Multi-Tenant Reporting Platform with Row-Level Security
Jurisdiction-precise reports for 180+ tenants in DACH, with guaranteed data isolation at the DB level.
Starting Point
Obsidian delivered regulatory reports to 180+ financial institutions in DACH. The existing platform was single-tenant replicated — every new customer = separate DB instance, separate deployment pipeline, 3 weeks onboarding time. Not scalable.
Our Approach
Multi-tenancy on a single shared Postgres (TimescaleDB extension for time series), with Row-Level Security policies as hard isolation. Every query runs in the context of a tenant ID set via connection settings — data leaks are physically impossible, not just through application logic.
Architecture
- TimescaleDB hypertables for report payloads (jurisdiction + period as composite keys)

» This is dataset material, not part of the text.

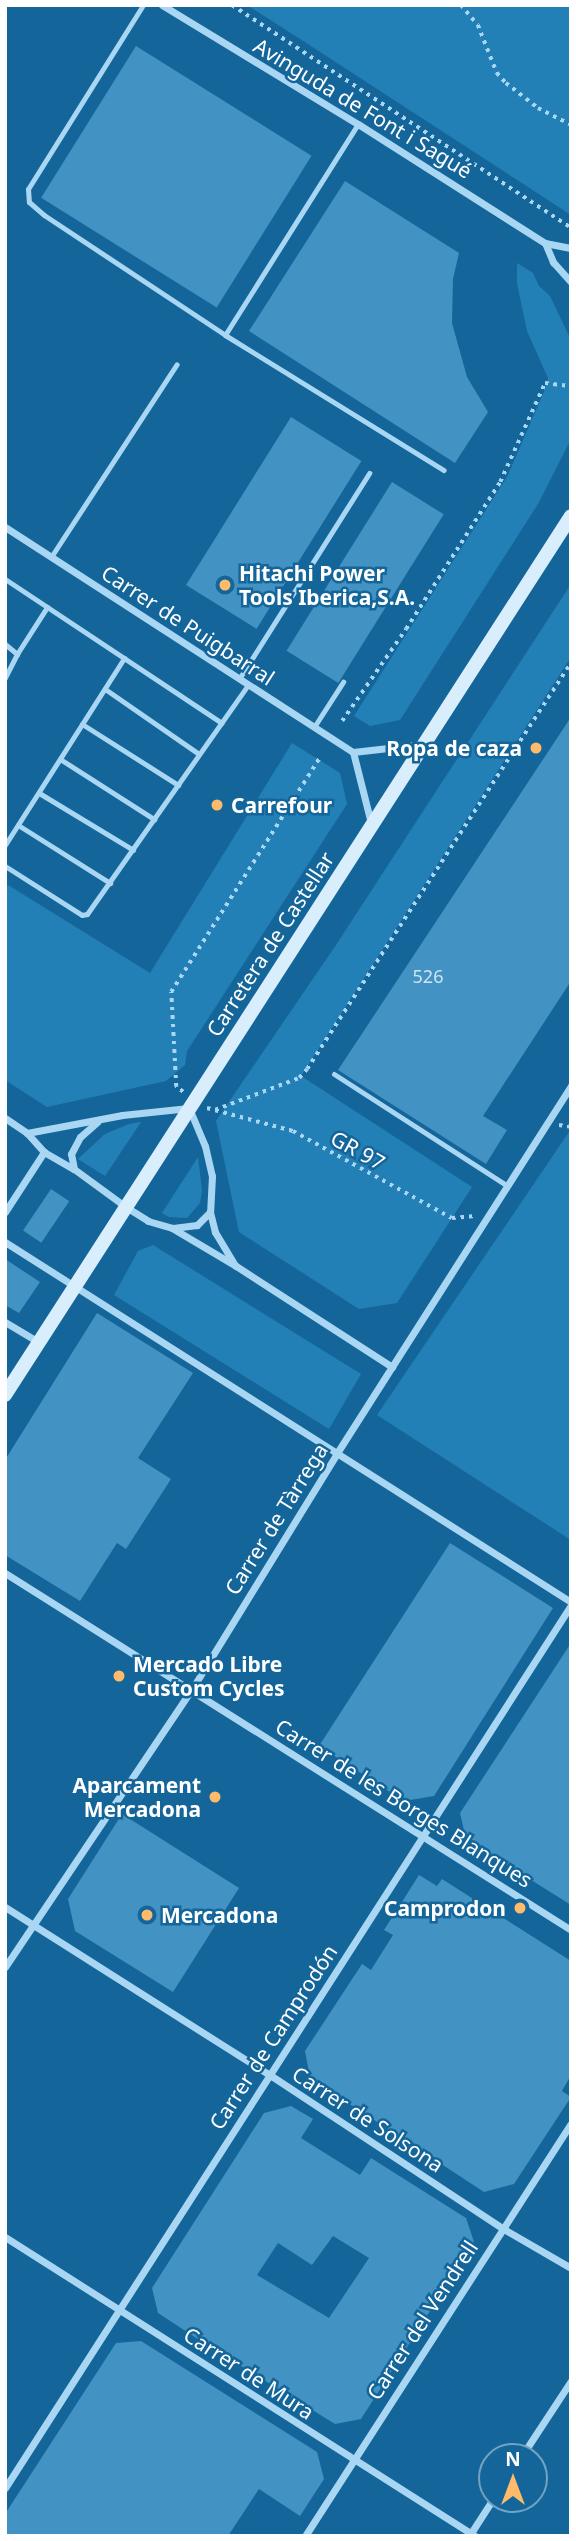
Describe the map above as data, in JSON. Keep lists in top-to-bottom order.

- RLS policies per table with
current_setting('app.tenant_id') - Jurisdiction validation via PostgreSQL EXCLUDE constraints (no overlapping periods)

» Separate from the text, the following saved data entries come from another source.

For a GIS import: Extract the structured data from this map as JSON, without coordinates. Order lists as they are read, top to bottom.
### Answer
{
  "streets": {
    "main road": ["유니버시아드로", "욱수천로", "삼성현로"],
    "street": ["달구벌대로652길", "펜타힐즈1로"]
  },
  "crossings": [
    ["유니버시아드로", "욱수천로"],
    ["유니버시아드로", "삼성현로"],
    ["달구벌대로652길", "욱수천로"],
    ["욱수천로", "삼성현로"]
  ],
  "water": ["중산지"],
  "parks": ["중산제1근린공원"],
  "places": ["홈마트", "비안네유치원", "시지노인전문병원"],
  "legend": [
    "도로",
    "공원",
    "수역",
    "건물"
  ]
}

- React dashboard with per-tenant themes (white-label ready)
- AWS ECS deployment, Aurora Postgres backend
Result
180+ tenants on a single DB. Onboarding from 3 weeks to 15 minutes. 12,000 reports/month, P95 latency under 200ms. Zero data-leak incidents in 9 months of production.
What We Learned
RLS is underrated. Many teams write their own tenant isolation in the application layer — fragile, error-prone. Postgres-native RLS moves isolation to where it belongs: into the engine that holds the data.